══ THE DATA

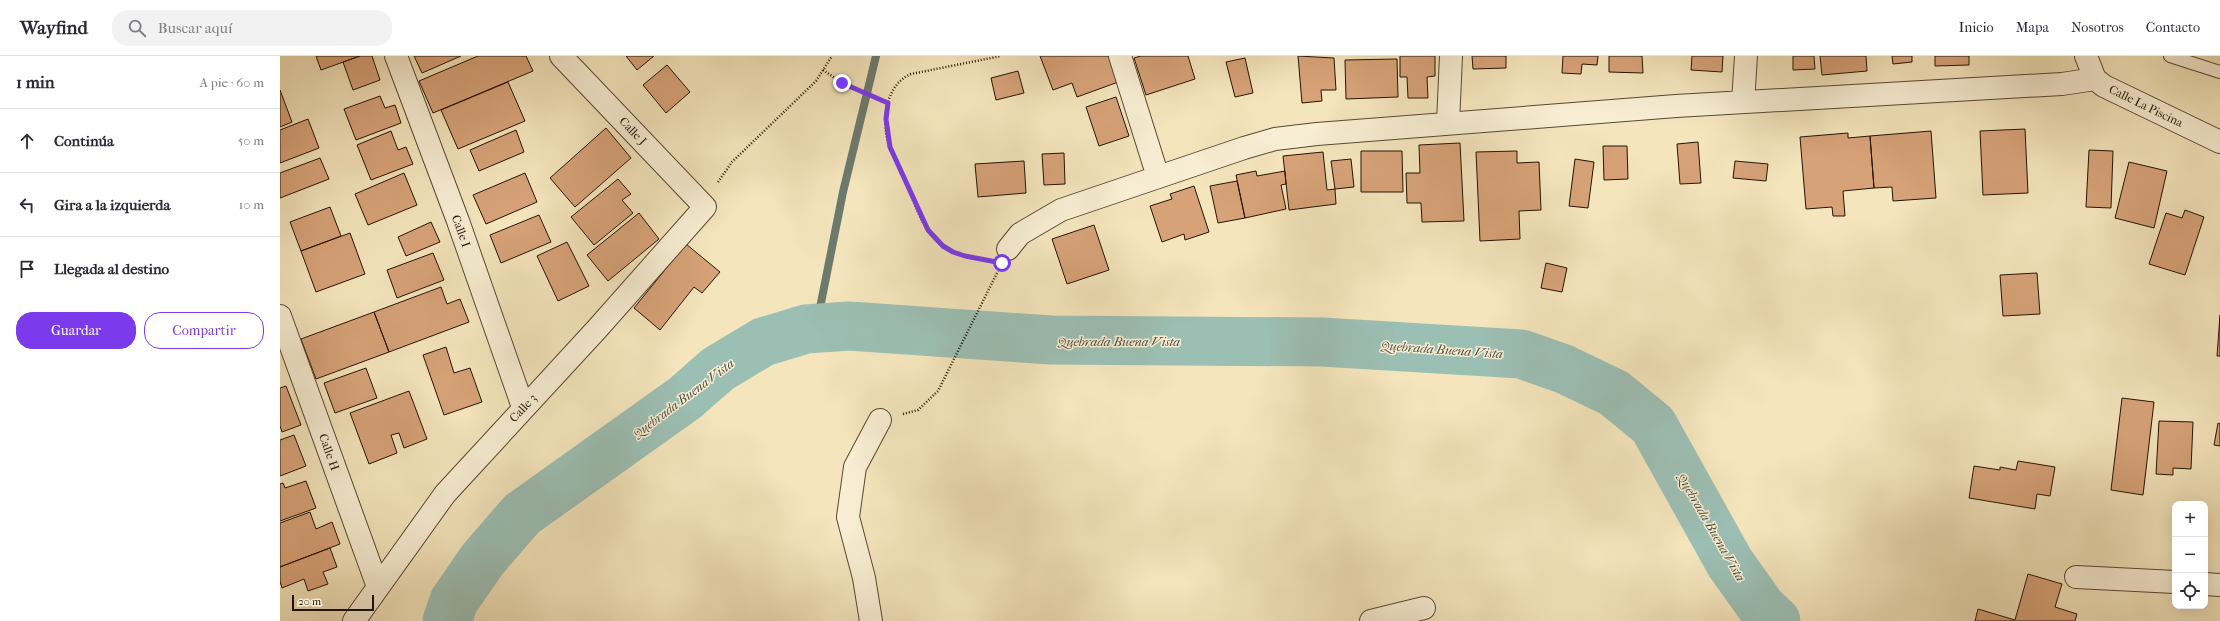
<!DOCTYPE html>
<html lang="es">
<head>
<meta charset="utf-8">
<style>
	body { margin:0; font-family:"IM FELL French Canon",serif; background:#f2f2f3; color:#2b2b33 }
	.controls { position:absolute; right:12px; bottom:12px; display:grid; overflow:hidden; border-radius:8px; box-shadow:0 4px 16px #0002 }
	.controls button { width:36px; height:36px; display:grid; place-items:center; padding:0; border:0; border-bottom:1px solid #e1e1e2; background:#fff; color:#2b2b33; font:20px sans-serif }
	.scale { position:absolute; left:12px; bottom:10px; width:82px; box-sizing:border-box; padding-left:4px; border:2px solid #251306; border-top:0; font-size:11px; line-height:14px; white-space:nowrap; color:#251306; -webkit-text-stroke:3px #f8eed3; paint-order:stroke }
	.stop { position:absolute; width:12px; height:12px; margin:-9px; border:3px solid #7c3aed; border-radius:50%; background:#fff }
	.stop.end { background:#7c3aed; border-color:#fff; box-shadow:0 1px 4px #0008 }
	.list { margin:0; padding:0; list-style:none }
	h2 { display:flex; justify-content:space-between; align-items:center; height:52px; margin:0; padding:0 16px; font-size:17px }
	h2 small { font-size:13px; font-weight:400; color:#7c7c81 }
	.list li { display:grid; grid-template-columns:26px 1fr auto; gap:12px; align-items:center; box-sizing:border-box; height:64px; padding:0 16px; border-top:1px solid #e1e1e2 }
	.list b { display:block; font-size:15px; white-space:nowrap }
	.list em { font-size:13px; font-style:normal; color:#7c7c81 }
	.actions { display:flex; gap:8px; padding:12px 16px }
	.actions a { flex:1; padding:9px 0; border:1px solid #7c3aed; border-radius:16px; text-align:center; font-size:14px; color:#7c3aed }
	.actions .main { background:#7c3aed; color:#fff }
	.icon { flex:none; width:22px; height:22px; fill:none; stroke:currentColor; stroke-width:2; stroke-linecap:round; stroke-linejoin:round }
	.map { position:relative; flex:none; width:1940px; height:565px; overflow:hidden }
	header { display:flex; align-items:center; gap:24px; box-sizing:border-box; height:56px; padding:0 20px; background:#fff; border-bottom:1px solid #e1e1e2 }
	header strong { font-size:19px }
	nav { display:flex; gap:22px; margin-inline-start:auto; font-size:14px }
	.search { width:280px; height:36px; background:#f2f2f3; display:flex; align-items:center; gap:10px; box-sizing:border-box; padding:0 14px; border-radius:16px; color:#7c7c81; font-size:15px }
	main { display:flex }
	aside { flex:1; background:#fff }
	.map>svg:first-child { display:block }
	.lines { fill:none; stroke-linecap:round; stroke-linejoin:round }
	.stream { stroke:#6c7a6e; stroke-width:8 }
	.river { stroke:#9cbfb4; stroke-width:49 }
	.building { fill:#d7a278; stroke:#251306 }
	.service-casing { stroke:#594834; stroke-width:14 }
	.minor-casing { stroke:#594834; stroke-width:24 }
	.path { stroke:#251306; stroke-width:2.5; stroke-dasharray:1 2; stroke-linecap:butt }
	.service { stroke:#f8eed3; stroke-width:12 }
	.minor { stroke:#f8eed3; stroke-width:22 }
	.route { stroke:#7c3aed; stroke-width:5 }
	.labels { text-anchor:middle; stroke-width:3; stroke-linejoin:round; paint-order:stroke }
	.street-label { font-size:12px; fill:#251306; stroke:#f8eed3 }
	.water-label { font-size:13px; font-style:italic; fill:#4f4f43; stroke:#f8eed3 }
</style>
</head>
<body>
<header>
<strong>Wayfind</strong>
<div class="search"><svg class="icon" aria-label="search" viewBox="0 0 24 24"><circle cx="10" cy="10" r="6"/><path d="M15 15l6 6"/></svg>Buscar aquí</div>
<nav><a>Inicio</a><a>Mapa</a><a>Nosotros</a><a>Contacto</a></nav>
</header>
<main>
<aside>
<h2>1 min<small>A pie · 60 m</small></h2>
<ul class="list">
<li><svg class="icon" aria-label="ahead" viewBox="0 0 24 24"><path d="M12 20V5M6 11l6-6 6 6"/></svg><div><b>Continúa</b></div><em>50 m</em></li>
<li><svg class="icon" aria-label="left" viewBox="0 0 24 24"><path d="M17 20v-9H6M10 6l-5 5 5 5"/></svg><div><b>Gira a la izquierda</b></div><em>10 m</em></li>
<li><svg class="icon" aria-label="arrive" viewBox="0 0 24 24"><path d="M6 21V4h12l-3 4 3 4H6"/></svg><div><b>Llegada al destino</b></div></li>
</ul>
<div class="actions"><a class="main">Guardar</a><a>Compartir</a></div>
</aside>
<div class="map">
<svg width="1940" height="565" viewBox="0 0 1940 565">
	<rect width="100%" height="100%" fill="#f4e5bc"/>
	<filter id="stains"><feTurbulence type="fractalNoise" baseFrequency=".005" numOctaves="4"/><feColorMatrix values="0 0 0 0 .2 0 0 0 0 .09 0 0 0 0 .02 0 0 0 .5 -.17"/></filter>
	<radialGradient id="worn" r=".72"><stop offset=".6" stop-color="#630" stop-opacity="0"/><stop offset="1" stop-color="#630" stop-opacity=".3"/></radialGradient>
	<g class="lines">
		<path class="stream" d="M536,272L563,136L596,0"/>
		<path class="river" d="M167,565L174,545L203,503L242,458L405,342L438,313L483,286L526,273L569,270L771,284L1042,286L1241,298L1284,313L1334,337L1373,369L1450,507L1482,552L1496,565"/>
	</g>
	<path class="building" d="M36,0H80L41,14Z
		M80,0H92L100,24L73,34L63,6Z
		M134,0H181L142,17Z
		M198,0H246L253,15L153,57L139,25Z
		M346,0H374L357,14Z
		M760,0H831L841,25L797,41L792,27L773,34Z
		M861,0H908L915,23L866,39L854,2Z
		M1018,0L1054,2L1056,34H1041L1042,45L1022,47Z
		M1120,0H1155V20L1147,21L1148,42H1128L1127,21H1120Z
		M1192,0H1226V12L1193,13Z
		M1283,0H1318L1317,9L1302,8L1301,18L1282,17Z
		M1329,0H1362L1363,17L1329,16Z
		M1412,0H1443L1442,16L1411,14Z
		M1513,0H1534L1535,13L1513,14Z
		M1540,0H1586L1587,15L1542,19Z
		M1612,0H1632V6L1613,8Z
		M1655,0H1689V9L1655,10Z
		M965,2L973,37L955,41L946,6Z
		M1117,3L1118,41L1066,43L1065,4Z
		M387,9L410,36L386,57L363,29Z
		M738,15L744,37L716,44L711,22Z
		M228,26L245,65L178,93L161,54Z
		M0,34L12,66L0,71Z
		M100,40L105,52L115,49L121,67L76,84L64,53Z
		M836,41L849,80L819,90L806,51Z
		M28,63L39,92L0,107V74Z
		M326,72L351,102L295,151L270,122Z
		M1745,73L1748,137L1703,139L1700,75Z
		M236,74L244,96L199,115L190,94Z
		M111,75L118,94L126,91L133,108L91,124L77,89Z
		M1651,75L1656,142L1613,145L1612,131L1594,132L1590,80Z
		M1568,77V82L1590,80L1594,132L1563,135L1565,160H1553L1552,151L1526,153L1520,81Z
		M1418,86L1421,127L1400,128L1397,88Z
		M1180,87L1184,165L1142,166L1141,147H1127L1126,117H1140L1139,89Z
		M1323,90H1347L1348,123L1324,124Z
		M1809,94L1833,95L1831,152L1806,151Z
		M1081,95H1122L1123,136H1081Z
		M1237,95V107L1259,106L1261,154L1239,155L1240,183L1200,185L1196,96Z
		M1043,96L1047,134L1055,133L1056,148L1009,154L1003,100Z
		M784,97L785,128L764,129L762,98Z
		M40,102L49,123L0,142V117Z
		M1071,103L1074,131L1055,133L1051,105Z
		M1295,103L1314,106L1308,152L1289,150Z
		M744,105L746,137L698,141L695,108Z
		M1455,105L1488,108L1486,125L1453,122Z
		M1849,106L1887,115L1874,172L1835,162Z
		M976,115L977,120L1005,115L1006,128L1001,129L1006,153L965,162L956,119Z
		M124,117L137,149L88,169L75,138Z
		M245,117L257,146L206,168L193,139Z
		M338,123L351,138L342,144L353,157L314,189L291,161Z
		M957,125L965,162L938,167L930,130Z
		M914,130L929,176L905,184L904,178L882,186L870,150L892,143L890,138Z
		M50,151L61,180L21,195L10,166Z
		M1905,154L1924,161L1905,219L1869,208L1886,157L1902,162Z
		M359,157L379,183L328,225L307,199Z
		M259,159L271,186L221,207L210,179Z
		M151,166L160,186L126,200L118,181Z
		M814,169L829,214L787,228L772,183Z
		M70,177L85,218L36,236L21,195Z
		M287,186L309,230L278,245L257,200Z
		M406,188L440,216L422,237L414,231L380,274L354,252Z
		M153,197L164,224L117,242L107,214Z
		M1266,207L1287,212L1282,236L1261,232Z
		M1757,217L1760,258L1723,260L1720,219Z
		M161,231L167,248L180,243L189,266L109,296L94,256Z
		M94,256L109,296L36,323L21,283Z
		M1940,259V300H1937Z
		M166,291L174,317L190,312L202,346L164,359L143,299Z
		M86,312L97,342L55,357L44,327Z
		M6,330L21,369L2,376L0,370V332Z
		M129,335L147,383L124,392L119,377L111,379L117,397L89,408L70,357Z
		M1842,342L1874,346L1863,439L1831,434Z
		M1879,365L1913,366L1911,413L1893,412V419L1876,418Z
		M1938,367L1940,368V390L1934,389Z
		M14,379L26,410L0,420V384Z
		M1738,405L1775,411L1770,440L1757,438L1755,453L1689,442L1694,410L1720,414V411L1736,414Z
		M26,425L36,452L0,465V428L3,427L5,432Z
		M30,456L36,473L52,466L60,488L0,511V467Z
		M50,492L57,511L43,516L48,528L28,535L24,523L2,532L0,525V511Z
		M1748,518L1782,528L1775,551L1797,558L1795,565H1695L1698,553L1735,564Z"/>
	<g class="lines">
		<defs>
			<path id="service" d="M1890,0L1940,16"/>
			<path id="minor" d="M116,0L178,165L243,351
				M840,0L878,121
				M1806,0L1815,23L1824,30L1940,86
				M1463,46L1466,0
				M1168,67L1171,0
				M728,193L740,178L781,154L964,92L995,83L1037,78L1396,50L1782,28L1815,23
				M0,260L98,531
				M1796,521L1895,526
				M1925,528L1940,529
				M74,565L165,438L317,273L425,151L281,0
				M591,565L584,522L568,461L575,411L600,364
				M1091,565L1144,552"/>
		</defs>
		<use href="#service" class="service-casing"/>
		<use href="#minor" class="minor-casing"/>
		<path class="path" d="M543,14L562,27L608,47
			M438,126L452,106L536,25L552,0
			M707,204C692,201 676,200 663,191C642,175 634,146 625,122C621,111 613,101 609,90C601,65 605,29 631,18L721,0
			M623,358L638,354L658,335L718,215"/>
		<use href="#service" class="service"/>
		<use href="#minor" class="minor"/>
	</g>
	<g class="lines">
		<path class="route" d="M562,27L608,47L606,63L610,91L648,174L663,190L673,196L685,200L722,207"/>
	</g>
	<g class="labels">
		<g class="street-label">
			<text transform="translate(1866 50) rotate(26)" y="4">Calle La Piscina</text>
			<text transform="translate(353 75) rotate(46)" y="4">Calle J</text>
			<text transform="translate(181 175) rotate(70)" y="4">Calle I</text>
			<text transform="translate(243 352) rotate(-47)" y="4">Calle 3</text>
			<text transform="translate(49 396) rotate(70)" y="4">Calle H</text>
		</g>
		<g class="water-label">
			<text x="839" y="290">Quebrada Buena Vista</text>
			<text transform="translate(1162 293) rotate(4)" y="5">Quebrada Buena Vista</text>
			<text transform="translate(403 342) rotate(-37)" y="5">Quebrada Buena Vista</text>
			<text transform="translate(1432 471) rotate(60)" y="5">Quebrada Buena Vista</text>
		</g>
	</g>
	<rect width="100%" height="100%" filter="url(#stains)"/>
	<rect width="100%" height="100%" fill="url(#worn)"/>
</svg>
<div class="controls">
<button>+</button>
<button>−</button>
<button><svg class="icon" aria-label="locate" viewBox="0 0 24 24"><circle cx="12" cy="12" r="6"/><path d="M12 2v4M12 18v4M2 12h4M18 12h4"/></svg></button>
</div>
<div class="scale">20 m</div>
<div class="stop" style="left:722px;top:207px"></div>
<div class="stop end" style="left:562px;top:27px"></div>
</div>
</main>
</body>
</html>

════

## TASK
Looking at the entries above, how many lines contain "body"? State the number and nothing more.

## RESULT OF THIS EXERCISE
3